Nelson Luís

Separado do continente por um tômbolo, formando uma praia de areia fina e branca que, em tempos, o escritor Raúl Brandão considerou “a mais linda praia da terra portuguesa”, o Baleal é uma pequena península, outrora uma ilha, situada a norte de Peniche. Devendo o seu nome ao facto dos seus rochedos terem servido, no passado, como local de corte e talhe das baleias que, na sua rota migratória, eram caçadas pelos pescadores locais, o Baleal tornou-se, ao longo dos anos, um destino de veraneio muito procurado. Graças ao seu potencial único, a nível europeu, para a prática de desportos náuticos, esta pequena península distingue-se por oferecer condições excecionais para a prática de atividades tão distintas como o surf e a pesca submarina. Não é por acaso que aqui se realizam, regularmente, etapas dos campeonatos nacionais destas modalidades. No que diz respeito à pesca submarina, as primeiras duas jornadas do campeonato nacional, desta época, realizaram-se no início de março, sendo que uma delas foi ganha por Nelson Luís, um filho desta terra abençoada pelos deuses.

Nascido em 1987, no seio de uma família profundamente ligada ao Baleal, Nelson habituou-se desde muito cedo a pescar na companhia do pai ou do avô, ambos pescadores. “O meu avô Raúl tinha burros que utilizava para fazer o transporte de água, bagagens e outros bens das pessoas que viviam aqui ou que vinham de férias, já que na altura não havia a estrada que faz a ligação à ‘ilha’ do Baleal. Lembro-me de ser muito pequeno e de ir à pesca com o meu avô Raúl”, conta Nelson. Ainda na infância, começou a pescar à cana e a “ir aos polvos” com regularidade, sempre acompanhado pelo pai. Aos 7 anos, decidiu aventurar-se sozinho num tipo de pesca diferente de tudo o que havia feito até então: a pesca submarina. “Comecei a fazer com um fato de surf que o meu irmão Alexandre me ofereceu. Ia aos chocos e aos polvos com um puxeiro. Só uns anos mais tarde, pelos meus 12 anos, é que tive a minha primeira arma de pesca submarina”, diz Nelson, acrescentando: “No início, ia praticamente sempre sozinho. Só mais tarde, com uns 16 anos, é que fiz amizade com o Ricardo Alves que, na altura, também já praticava pesca submarina. Começámos a praticar juntos, até aos dias de hoje”. Por essa altura, os chocos e os polvos já não eram as suas presas principais. “Comecei a ter mais entusiasmo para apanhar peixe”, diz, prosseguindo: “Um dos primeiros grandes peixes que apanhei foi um robalo com 6 kg. Ao final da tarde, nas Pedras Muitas, encontrei um buraco cheio de robalos, todos eles grandes. O problema foi que o arpão ficou cravado na cabeça do peixe e não consegui desencaixá-lo, pelo que, nesse dia trouxe apenas esse robalo para casa, porque não tinha outra arma para apanhar mais”. 

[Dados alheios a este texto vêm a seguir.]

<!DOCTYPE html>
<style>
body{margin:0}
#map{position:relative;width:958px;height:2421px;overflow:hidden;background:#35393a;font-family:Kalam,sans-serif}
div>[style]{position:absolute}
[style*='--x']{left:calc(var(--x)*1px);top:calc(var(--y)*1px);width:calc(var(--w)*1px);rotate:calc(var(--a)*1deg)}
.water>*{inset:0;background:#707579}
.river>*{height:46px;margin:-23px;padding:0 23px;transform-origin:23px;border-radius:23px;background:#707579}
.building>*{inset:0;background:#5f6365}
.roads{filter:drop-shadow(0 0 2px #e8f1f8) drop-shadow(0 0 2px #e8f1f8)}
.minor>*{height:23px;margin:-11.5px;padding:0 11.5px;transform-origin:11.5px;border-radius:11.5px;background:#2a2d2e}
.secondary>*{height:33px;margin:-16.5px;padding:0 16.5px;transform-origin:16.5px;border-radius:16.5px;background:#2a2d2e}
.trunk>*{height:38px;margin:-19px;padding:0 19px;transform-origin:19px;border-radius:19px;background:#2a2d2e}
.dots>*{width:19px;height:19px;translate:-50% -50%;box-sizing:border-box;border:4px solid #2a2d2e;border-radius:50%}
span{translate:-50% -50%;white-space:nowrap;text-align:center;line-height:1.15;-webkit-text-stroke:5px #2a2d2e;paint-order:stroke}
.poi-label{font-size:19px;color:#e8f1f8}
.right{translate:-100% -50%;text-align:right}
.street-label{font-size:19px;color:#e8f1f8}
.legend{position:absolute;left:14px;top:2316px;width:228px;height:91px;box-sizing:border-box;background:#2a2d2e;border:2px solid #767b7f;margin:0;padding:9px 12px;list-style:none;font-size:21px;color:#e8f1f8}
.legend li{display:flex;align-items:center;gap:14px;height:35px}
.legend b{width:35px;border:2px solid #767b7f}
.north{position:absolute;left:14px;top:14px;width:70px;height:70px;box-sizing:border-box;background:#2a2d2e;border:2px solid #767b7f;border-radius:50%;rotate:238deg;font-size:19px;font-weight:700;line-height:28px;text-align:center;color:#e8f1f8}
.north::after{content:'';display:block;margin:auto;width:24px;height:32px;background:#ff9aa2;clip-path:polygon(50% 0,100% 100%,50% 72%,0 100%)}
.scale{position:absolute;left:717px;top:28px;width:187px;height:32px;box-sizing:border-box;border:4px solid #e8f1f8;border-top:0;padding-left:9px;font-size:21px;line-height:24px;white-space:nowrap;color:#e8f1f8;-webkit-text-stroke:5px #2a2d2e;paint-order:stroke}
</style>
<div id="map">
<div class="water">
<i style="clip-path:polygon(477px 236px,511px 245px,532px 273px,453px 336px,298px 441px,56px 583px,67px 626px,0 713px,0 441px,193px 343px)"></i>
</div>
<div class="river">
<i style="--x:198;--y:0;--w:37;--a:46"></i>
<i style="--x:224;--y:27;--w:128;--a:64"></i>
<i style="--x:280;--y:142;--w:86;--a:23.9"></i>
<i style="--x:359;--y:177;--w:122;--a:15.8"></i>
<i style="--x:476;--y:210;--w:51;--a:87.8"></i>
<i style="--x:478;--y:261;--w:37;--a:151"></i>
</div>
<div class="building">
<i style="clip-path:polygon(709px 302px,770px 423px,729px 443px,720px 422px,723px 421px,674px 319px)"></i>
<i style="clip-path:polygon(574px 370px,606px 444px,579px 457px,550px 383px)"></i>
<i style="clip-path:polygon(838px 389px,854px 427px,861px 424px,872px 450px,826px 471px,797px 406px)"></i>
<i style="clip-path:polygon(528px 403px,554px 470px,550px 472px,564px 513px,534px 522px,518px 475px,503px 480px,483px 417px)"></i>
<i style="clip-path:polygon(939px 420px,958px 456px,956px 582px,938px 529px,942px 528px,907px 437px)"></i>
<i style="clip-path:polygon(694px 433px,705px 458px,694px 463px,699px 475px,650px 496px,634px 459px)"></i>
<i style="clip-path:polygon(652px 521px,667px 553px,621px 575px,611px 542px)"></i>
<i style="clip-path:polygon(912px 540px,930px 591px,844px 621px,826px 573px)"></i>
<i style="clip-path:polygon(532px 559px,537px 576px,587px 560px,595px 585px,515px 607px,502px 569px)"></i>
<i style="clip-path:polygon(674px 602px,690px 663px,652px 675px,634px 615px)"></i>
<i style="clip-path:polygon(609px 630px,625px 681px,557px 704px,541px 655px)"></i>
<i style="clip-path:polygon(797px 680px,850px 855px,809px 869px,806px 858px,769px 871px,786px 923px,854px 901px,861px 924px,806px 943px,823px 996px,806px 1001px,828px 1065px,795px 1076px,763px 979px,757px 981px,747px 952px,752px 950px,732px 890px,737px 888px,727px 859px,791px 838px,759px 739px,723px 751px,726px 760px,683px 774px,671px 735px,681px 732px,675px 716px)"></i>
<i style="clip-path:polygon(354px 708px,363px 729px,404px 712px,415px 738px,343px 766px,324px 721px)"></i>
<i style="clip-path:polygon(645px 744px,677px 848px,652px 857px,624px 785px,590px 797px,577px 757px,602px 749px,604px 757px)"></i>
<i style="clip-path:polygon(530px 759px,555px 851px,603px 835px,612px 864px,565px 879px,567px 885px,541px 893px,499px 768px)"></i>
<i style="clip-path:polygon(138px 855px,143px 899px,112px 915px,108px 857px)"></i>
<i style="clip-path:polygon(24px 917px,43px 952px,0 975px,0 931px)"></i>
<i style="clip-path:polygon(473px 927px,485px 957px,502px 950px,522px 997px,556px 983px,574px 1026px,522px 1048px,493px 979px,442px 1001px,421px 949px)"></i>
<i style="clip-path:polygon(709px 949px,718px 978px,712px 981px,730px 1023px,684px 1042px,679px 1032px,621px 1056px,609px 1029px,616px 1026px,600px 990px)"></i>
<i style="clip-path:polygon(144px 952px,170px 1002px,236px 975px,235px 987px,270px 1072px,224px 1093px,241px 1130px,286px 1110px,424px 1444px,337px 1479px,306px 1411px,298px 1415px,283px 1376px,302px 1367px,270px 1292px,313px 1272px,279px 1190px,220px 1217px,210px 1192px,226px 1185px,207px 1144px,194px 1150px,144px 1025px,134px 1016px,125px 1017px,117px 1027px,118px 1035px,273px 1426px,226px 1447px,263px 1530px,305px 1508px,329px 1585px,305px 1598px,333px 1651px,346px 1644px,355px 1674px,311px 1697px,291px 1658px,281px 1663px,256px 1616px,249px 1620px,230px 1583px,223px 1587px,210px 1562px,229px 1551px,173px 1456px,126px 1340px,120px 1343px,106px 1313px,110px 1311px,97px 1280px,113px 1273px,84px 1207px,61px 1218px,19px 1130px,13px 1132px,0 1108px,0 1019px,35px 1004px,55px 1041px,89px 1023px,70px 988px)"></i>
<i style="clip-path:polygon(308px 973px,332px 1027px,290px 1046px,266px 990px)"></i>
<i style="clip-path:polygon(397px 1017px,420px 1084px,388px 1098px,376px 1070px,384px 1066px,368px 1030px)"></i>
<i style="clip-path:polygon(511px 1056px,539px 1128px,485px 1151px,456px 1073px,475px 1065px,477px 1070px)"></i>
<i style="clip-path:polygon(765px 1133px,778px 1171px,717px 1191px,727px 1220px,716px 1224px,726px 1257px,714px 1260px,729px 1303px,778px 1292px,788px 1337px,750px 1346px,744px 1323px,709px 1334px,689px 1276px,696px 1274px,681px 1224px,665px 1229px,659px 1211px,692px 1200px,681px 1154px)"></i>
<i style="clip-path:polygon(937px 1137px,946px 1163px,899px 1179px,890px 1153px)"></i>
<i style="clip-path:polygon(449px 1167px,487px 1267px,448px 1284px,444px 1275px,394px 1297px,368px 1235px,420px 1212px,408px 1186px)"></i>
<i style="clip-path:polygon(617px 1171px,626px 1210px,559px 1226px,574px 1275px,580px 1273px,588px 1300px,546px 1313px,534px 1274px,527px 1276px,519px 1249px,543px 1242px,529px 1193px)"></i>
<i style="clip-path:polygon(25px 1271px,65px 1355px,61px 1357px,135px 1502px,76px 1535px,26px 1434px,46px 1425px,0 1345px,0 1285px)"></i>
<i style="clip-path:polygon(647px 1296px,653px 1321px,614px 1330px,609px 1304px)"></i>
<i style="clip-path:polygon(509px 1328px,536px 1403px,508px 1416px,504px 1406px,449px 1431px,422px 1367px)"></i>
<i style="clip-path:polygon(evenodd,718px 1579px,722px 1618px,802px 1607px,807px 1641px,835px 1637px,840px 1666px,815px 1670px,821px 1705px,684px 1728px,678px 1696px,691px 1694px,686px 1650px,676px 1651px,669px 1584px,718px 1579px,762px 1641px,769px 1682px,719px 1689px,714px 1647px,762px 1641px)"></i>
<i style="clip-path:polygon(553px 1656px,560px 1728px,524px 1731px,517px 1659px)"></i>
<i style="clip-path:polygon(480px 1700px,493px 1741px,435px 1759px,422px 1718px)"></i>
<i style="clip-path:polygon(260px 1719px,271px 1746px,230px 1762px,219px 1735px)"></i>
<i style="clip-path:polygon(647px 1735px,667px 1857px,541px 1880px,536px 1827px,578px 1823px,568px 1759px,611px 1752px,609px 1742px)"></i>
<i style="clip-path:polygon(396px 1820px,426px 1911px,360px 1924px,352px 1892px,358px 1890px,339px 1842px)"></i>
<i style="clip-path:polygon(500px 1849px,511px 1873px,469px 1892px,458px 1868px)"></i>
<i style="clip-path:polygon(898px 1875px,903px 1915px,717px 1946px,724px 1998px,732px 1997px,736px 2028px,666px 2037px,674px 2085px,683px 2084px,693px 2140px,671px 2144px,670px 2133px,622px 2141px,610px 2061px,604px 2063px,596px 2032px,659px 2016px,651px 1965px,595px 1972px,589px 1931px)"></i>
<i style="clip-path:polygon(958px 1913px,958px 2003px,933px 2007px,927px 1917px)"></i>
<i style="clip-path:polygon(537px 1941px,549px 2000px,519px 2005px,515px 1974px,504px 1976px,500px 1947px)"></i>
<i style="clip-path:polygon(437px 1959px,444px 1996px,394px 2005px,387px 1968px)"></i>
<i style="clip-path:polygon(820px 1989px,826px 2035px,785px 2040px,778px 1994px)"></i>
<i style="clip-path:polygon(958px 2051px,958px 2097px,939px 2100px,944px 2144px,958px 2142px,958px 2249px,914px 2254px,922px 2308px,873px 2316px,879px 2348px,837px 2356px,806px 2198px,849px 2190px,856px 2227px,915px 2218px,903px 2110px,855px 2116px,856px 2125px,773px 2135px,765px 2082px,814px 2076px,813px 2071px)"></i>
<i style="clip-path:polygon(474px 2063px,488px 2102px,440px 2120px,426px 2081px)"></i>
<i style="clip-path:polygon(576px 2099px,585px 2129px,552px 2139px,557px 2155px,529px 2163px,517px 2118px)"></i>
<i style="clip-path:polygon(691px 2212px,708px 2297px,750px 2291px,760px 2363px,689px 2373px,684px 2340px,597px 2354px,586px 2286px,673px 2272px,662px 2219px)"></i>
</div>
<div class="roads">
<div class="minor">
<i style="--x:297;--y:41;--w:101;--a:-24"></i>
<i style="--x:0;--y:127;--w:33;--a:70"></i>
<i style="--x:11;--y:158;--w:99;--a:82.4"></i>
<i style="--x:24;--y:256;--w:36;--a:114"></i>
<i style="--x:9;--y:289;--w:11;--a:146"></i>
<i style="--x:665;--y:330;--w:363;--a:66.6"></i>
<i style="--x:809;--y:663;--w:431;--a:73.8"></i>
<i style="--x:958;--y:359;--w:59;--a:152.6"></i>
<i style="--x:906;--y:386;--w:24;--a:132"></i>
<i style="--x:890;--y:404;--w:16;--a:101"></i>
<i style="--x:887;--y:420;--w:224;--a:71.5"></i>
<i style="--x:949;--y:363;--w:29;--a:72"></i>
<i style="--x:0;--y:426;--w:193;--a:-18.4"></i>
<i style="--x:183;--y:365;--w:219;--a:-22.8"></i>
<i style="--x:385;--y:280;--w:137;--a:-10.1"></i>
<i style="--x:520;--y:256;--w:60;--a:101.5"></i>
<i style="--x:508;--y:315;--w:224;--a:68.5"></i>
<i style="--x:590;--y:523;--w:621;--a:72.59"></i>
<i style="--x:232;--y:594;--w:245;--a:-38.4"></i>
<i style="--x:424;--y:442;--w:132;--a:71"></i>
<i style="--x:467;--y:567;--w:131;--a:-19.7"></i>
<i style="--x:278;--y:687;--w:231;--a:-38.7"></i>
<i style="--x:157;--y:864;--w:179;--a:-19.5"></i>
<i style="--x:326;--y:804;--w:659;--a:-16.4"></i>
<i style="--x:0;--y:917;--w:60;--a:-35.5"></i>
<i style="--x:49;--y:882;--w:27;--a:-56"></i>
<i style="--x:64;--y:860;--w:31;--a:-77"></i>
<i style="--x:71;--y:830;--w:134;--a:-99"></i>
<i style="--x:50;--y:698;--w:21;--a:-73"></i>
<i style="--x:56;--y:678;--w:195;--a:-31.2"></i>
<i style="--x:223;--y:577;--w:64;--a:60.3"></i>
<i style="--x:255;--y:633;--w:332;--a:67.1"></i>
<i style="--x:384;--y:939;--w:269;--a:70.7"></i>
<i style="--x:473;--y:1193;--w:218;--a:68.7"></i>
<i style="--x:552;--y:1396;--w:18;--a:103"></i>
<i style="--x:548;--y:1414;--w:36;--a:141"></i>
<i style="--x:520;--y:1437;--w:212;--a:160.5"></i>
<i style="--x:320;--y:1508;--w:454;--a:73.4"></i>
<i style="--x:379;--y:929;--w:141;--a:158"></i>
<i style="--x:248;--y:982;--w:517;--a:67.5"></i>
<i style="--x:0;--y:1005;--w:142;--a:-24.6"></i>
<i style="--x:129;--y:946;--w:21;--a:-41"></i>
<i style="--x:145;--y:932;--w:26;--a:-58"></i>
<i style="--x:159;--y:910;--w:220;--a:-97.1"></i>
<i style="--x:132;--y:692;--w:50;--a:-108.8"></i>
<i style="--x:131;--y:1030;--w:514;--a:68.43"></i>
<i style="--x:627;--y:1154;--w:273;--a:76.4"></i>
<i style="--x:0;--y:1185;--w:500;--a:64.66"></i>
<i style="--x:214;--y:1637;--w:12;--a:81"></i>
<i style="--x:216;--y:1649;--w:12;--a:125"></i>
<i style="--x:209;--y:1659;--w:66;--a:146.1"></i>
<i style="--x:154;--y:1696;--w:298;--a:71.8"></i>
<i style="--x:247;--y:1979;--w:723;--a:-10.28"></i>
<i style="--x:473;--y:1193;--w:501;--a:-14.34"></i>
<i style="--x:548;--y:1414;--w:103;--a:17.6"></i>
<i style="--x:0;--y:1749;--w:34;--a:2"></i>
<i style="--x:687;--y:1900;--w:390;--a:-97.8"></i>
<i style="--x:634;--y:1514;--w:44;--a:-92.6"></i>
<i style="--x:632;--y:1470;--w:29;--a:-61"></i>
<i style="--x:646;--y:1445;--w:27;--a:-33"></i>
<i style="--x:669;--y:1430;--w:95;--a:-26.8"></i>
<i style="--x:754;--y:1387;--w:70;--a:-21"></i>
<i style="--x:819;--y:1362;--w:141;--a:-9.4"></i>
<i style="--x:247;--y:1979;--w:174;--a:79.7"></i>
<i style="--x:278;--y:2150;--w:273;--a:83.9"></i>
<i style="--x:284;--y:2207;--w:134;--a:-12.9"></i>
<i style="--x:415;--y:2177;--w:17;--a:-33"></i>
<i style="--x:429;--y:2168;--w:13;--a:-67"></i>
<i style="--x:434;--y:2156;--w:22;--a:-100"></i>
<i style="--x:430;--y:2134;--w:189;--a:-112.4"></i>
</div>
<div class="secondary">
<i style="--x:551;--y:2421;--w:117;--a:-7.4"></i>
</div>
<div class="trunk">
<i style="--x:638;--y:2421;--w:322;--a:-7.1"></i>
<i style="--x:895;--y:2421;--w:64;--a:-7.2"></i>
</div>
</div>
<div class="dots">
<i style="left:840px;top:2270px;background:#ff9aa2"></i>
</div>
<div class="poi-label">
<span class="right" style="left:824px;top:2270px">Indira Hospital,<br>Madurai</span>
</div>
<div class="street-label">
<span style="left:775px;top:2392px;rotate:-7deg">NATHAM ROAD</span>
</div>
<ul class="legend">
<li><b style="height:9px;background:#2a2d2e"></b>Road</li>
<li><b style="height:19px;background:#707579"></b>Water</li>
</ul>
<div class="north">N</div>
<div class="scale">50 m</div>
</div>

Aos 16 anos, Nelson começou a trabalhar na embarcação do pai, dedicando-se à pesca com redes e covos, ao mesmo tempo que fazia o ensino secundário no FOR-MAR - Centro de Formação Profissional das Pescas e do Mar, em Peniche. “Aprendi muita coisa sobre pesca nesses três anos, especialmente com o Mestre Chico e com o Mestre Luís”, lembra Nelson. 

Ao longo de nove anos, durante o verão, foi nadador-salvador de vários concessionários do Baleal, tendo lidado com inúmeras situações complicadas, e algumas dramáticas. “Estava a trabalhar sozinho na praia norte do Baleal e responsável por toda essa praia. A dona Fernanda Grandela, minha amiga e patroa do restaurante Prainha, alertou-me para prestar especial atenção a um grupo de estrangeiros que aparentavam estar alcoolizados, sendo que ela já os tinha alertado para o facto de haver agueiros na zona onde se encontravam. Também lhes disse que estavam numa zona de praia não vigiada, bastante longe da zona concessionada, pelo que deveriam ter muito cuidado com o mar. Fiquei imediatamente em alerta, no entanto, encontrava-me longe e tinha a minha praia lotada. Como tal, não era possível sair de onde estava para vigiar unicamente esse grupo, que se encontrava a norte do Lagide. Instantes depois, vejo uma criança a correr na minha direção, ainda bastante longe, e desatei logo a correr, por instinto, sem saber se estaria relacionado com aquele grupo ou com outra situação, ou sequer se a criança estaria a correr para mim. Quando me aproximei, deparo-me com uma pessoa a boiar e outra inconsciente, a qual consegui retirar do mar e reanimar com a ajuda do INEM. No entanto, quando fui resgatar o outro adulto, vi que já estava muito mal e já não conseguimos recuperá-lo”, conta, referindo-se ao episódio mais marcante que viveu como nadador-salvador. Por episódios como este, Nelson Luís deixa o alerta para que “as pessoas utilizem apenas praias vigiadas”.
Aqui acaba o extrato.